West Riding of Yorkshire
The site of what is, since 2004, Rotherham Minster – formerly merely the parish church of All Saints’, Rotherham – has been occupied by a church since Saxon times. After the Norman invasion it was enlarged and rebuilt in local ‘Rotherham Red’ stone, although some traces of Saxon materials do still survive in the church today.
The manor of Rotherham eventually passed to Rufford Abbey and it seems to have survived unmolested through much of the Middle Ages. In the 14th and 15th Centuries as Rotherham grew as a market town the church was enlarged. In 1409 work began on the tower which was later topped with a 180 foot spire which is today the main landmark of Rotherham’s town centre.
Much of the rest of the church dates to later in the 15th Century with the bulk of the work culminating in the Clergy Vestry being added in 1540. In the late 1700s the Snetzler organ was installed. In the early Victorian period the graveyard at the church was said to be in such a state of disgrace that ‘bones and skulls stuck through the soil’. Most of the burials were removed by the 1960s and only a few memorials remain.
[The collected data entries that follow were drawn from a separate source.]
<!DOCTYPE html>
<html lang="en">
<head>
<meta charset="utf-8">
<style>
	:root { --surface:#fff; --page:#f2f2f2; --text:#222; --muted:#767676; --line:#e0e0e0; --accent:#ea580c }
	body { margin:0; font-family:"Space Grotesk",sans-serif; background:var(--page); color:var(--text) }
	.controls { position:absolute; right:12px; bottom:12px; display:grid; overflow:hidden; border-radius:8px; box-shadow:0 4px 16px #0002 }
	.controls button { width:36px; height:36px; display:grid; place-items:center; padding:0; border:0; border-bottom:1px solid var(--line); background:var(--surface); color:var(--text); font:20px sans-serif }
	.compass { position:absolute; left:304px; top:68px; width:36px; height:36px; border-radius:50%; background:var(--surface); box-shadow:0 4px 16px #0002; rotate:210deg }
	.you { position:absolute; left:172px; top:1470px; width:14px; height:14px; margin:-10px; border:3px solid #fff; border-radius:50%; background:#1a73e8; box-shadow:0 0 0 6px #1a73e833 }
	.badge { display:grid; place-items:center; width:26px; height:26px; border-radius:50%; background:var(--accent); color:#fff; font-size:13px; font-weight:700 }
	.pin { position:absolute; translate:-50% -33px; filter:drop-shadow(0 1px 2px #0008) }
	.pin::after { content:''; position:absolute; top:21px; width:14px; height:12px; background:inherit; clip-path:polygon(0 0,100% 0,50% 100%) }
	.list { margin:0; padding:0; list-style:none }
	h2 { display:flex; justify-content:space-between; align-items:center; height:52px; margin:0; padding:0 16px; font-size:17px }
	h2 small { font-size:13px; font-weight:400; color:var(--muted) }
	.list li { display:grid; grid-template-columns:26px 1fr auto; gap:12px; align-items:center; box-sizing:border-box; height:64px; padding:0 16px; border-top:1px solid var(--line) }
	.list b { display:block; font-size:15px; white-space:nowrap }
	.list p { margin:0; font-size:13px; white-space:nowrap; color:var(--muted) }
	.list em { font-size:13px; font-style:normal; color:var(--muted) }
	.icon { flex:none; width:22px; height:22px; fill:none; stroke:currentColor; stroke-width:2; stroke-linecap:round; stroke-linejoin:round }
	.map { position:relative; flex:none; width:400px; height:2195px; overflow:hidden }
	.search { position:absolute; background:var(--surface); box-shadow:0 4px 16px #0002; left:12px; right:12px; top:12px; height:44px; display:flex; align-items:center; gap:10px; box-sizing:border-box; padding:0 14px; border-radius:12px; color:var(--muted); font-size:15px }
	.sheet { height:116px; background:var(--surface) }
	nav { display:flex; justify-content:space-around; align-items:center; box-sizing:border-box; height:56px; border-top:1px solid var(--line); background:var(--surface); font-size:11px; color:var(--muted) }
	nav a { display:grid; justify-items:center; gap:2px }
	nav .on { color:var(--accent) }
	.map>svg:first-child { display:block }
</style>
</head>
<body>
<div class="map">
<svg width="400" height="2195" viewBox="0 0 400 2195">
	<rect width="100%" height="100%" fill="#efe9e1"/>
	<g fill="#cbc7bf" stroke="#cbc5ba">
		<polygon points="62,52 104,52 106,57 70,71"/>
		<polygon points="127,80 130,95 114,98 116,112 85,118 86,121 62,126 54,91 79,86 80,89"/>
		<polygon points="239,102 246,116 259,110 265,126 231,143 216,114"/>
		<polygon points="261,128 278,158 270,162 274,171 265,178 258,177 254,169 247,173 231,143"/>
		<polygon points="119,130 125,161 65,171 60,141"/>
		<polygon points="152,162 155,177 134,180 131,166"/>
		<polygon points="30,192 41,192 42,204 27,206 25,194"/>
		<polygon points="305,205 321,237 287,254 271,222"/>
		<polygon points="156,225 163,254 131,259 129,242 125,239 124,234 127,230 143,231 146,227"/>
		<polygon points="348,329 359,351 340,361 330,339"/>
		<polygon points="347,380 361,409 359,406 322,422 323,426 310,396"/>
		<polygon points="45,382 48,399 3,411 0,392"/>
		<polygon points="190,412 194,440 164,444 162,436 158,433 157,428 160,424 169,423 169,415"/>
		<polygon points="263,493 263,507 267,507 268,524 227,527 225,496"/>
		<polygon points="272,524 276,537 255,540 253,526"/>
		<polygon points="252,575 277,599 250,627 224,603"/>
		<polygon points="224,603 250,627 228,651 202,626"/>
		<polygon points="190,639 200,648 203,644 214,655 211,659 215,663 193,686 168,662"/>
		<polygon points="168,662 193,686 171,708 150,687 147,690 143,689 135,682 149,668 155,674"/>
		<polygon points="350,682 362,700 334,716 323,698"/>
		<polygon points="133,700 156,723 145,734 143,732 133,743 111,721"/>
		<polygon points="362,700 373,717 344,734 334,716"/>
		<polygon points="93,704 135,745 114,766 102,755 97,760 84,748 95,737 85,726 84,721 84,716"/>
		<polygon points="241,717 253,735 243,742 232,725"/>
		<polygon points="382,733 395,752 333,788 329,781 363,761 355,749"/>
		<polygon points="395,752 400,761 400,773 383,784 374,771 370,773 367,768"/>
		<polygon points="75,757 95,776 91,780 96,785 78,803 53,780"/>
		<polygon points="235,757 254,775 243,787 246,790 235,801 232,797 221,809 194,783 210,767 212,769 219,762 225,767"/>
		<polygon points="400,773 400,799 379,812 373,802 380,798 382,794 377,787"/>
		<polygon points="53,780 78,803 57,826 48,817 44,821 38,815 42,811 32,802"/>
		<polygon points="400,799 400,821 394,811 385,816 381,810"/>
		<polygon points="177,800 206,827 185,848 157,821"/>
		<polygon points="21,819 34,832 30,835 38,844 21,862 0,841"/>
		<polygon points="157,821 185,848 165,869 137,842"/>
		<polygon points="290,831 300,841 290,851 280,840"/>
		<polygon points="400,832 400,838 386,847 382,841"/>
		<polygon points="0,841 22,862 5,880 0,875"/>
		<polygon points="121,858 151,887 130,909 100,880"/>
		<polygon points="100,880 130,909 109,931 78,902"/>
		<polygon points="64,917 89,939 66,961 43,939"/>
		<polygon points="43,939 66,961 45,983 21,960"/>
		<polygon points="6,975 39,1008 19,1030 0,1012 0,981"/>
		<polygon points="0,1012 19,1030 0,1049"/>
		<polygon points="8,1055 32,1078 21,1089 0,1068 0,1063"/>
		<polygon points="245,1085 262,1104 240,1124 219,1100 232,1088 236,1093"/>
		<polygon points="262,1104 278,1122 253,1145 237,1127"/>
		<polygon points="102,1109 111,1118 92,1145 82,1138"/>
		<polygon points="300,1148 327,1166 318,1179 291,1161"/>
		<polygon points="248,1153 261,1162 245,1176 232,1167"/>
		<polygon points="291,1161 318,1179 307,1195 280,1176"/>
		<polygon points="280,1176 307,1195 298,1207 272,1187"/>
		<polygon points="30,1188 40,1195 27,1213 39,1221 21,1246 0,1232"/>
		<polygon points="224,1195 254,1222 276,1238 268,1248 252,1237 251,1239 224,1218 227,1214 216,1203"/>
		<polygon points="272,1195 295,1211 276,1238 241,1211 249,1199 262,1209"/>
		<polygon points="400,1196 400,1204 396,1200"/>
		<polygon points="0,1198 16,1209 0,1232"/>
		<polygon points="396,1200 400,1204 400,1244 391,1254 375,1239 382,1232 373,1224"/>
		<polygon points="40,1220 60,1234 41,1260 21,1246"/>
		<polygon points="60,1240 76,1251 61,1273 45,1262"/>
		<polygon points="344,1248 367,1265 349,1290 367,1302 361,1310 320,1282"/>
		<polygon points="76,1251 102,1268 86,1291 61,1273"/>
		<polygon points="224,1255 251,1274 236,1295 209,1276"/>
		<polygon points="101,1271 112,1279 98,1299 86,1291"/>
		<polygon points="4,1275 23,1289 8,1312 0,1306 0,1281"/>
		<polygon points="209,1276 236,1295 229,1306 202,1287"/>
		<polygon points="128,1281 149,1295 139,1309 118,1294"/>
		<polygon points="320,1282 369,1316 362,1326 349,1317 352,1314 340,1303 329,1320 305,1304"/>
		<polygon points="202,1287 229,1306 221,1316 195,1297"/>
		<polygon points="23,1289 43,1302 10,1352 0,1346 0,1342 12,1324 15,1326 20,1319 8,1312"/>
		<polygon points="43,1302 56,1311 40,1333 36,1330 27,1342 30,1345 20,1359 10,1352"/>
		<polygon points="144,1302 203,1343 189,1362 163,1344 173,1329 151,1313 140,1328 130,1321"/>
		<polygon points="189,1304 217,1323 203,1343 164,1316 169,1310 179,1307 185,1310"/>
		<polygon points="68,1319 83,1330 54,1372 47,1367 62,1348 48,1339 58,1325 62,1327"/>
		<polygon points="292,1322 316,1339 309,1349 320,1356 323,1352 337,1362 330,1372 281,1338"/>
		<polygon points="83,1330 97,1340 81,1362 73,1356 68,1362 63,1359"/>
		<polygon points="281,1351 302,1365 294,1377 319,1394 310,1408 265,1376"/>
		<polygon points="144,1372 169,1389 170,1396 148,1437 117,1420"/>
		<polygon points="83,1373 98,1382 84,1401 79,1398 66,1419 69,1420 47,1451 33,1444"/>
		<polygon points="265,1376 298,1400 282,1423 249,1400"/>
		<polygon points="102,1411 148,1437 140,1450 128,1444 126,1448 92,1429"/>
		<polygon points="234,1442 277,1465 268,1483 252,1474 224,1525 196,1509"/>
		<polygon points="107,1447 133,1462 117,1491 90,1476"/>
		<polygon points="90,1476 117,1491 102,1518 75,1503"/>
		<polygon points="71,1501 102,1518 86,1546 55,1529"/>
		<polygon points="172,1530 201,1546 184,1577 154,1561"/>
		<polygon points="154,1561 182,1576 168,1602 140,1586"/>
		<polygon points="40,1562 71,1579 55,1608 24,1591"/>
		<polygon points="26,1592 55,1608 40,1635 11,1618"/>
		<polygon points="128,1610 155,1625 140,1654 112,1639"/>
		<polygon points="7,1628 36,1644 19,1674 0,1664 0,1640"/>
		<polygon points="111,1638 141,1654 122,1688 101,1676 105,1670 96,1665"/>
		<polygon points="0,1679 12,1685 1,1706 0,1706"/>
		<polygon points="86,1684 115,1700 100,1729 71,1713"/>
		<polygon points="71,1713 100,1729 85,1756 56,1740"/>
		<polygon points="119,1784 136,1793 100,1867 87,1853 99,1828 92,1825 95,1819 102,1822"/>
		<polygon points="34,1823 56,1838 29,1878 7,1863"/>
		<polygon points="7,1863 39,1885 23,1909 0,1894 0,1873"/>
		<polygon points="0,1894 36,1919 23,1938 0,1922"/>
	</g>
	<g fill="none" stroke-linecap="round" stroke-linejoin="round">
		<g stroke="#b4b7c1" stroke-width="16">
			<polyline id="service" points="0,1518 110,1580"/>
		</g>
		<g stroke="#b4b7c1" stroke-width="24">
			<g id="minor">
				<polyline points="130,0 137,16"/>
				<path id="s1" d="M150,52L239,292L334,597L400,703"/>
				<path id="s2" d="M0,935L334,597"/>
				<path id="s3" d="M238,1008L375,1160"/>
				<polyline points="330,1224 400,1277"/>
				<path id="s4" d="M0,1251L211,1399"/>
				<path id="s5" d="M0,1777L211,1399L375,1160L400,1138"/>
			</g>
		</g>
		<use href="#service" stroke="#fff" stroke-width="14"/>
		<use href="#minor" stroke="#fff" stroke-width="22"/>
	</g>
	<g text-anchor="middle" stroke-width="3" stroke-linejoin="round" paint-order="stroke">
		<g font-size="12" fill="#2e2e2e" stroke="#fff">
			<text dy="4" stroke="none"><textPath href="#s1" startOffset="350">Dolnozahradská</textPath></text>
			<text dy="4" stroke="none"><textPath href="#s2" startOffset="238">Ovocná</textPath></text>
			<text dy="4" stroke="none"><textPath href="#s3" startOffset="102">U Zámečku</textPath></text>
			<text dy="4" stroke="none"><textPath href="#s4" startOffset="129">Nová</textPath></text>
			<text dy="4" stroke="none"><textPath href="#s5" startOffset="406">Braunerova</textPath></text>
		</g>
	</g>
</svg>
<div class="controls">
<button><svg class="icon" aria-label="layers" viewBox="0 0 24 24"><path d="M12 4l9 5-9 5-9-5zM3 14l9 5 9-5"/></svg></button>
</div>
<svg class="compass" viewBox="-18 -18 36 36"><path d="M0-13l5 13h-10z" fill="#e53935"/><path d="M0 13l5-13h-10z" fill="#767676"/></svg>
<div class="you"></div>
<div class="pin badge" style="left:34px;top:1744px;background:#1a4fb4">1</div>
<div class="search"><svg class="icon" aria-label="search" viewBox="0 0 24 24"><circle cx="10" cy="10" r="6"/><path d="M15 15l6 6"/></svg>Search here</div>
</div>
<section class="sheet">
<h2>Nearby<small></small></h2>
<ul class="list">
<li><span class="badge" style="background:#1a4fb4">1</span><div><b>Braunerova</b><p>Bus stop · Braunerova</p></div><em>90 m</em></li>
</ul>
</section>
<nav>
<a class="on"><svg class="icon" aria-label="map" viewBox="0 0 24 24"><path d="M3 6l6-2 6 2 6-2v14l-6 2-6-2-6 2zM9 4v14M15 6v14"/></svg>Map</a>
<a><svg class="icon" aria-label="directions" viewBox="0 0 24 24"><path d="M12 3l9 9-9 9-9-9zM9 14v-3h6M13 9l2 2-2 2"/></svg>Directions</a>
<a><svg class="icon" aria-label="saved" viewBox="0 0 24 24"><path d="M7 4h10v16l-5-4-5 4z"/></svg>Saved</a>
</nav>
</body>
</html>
In the 1870s Sir George Gilbert Scott was employed to restore the church. Scott did a very sensitive restoration on All Saints’ with only minimal rebuilding, mostly around the roof which was in a poor state and the internal galleries that were removed.
The exterior around the church was recently turned into a small public park which is intended as a focus for the town. Minster status was granted to the church in 2004 as part of a recent revival of the practice.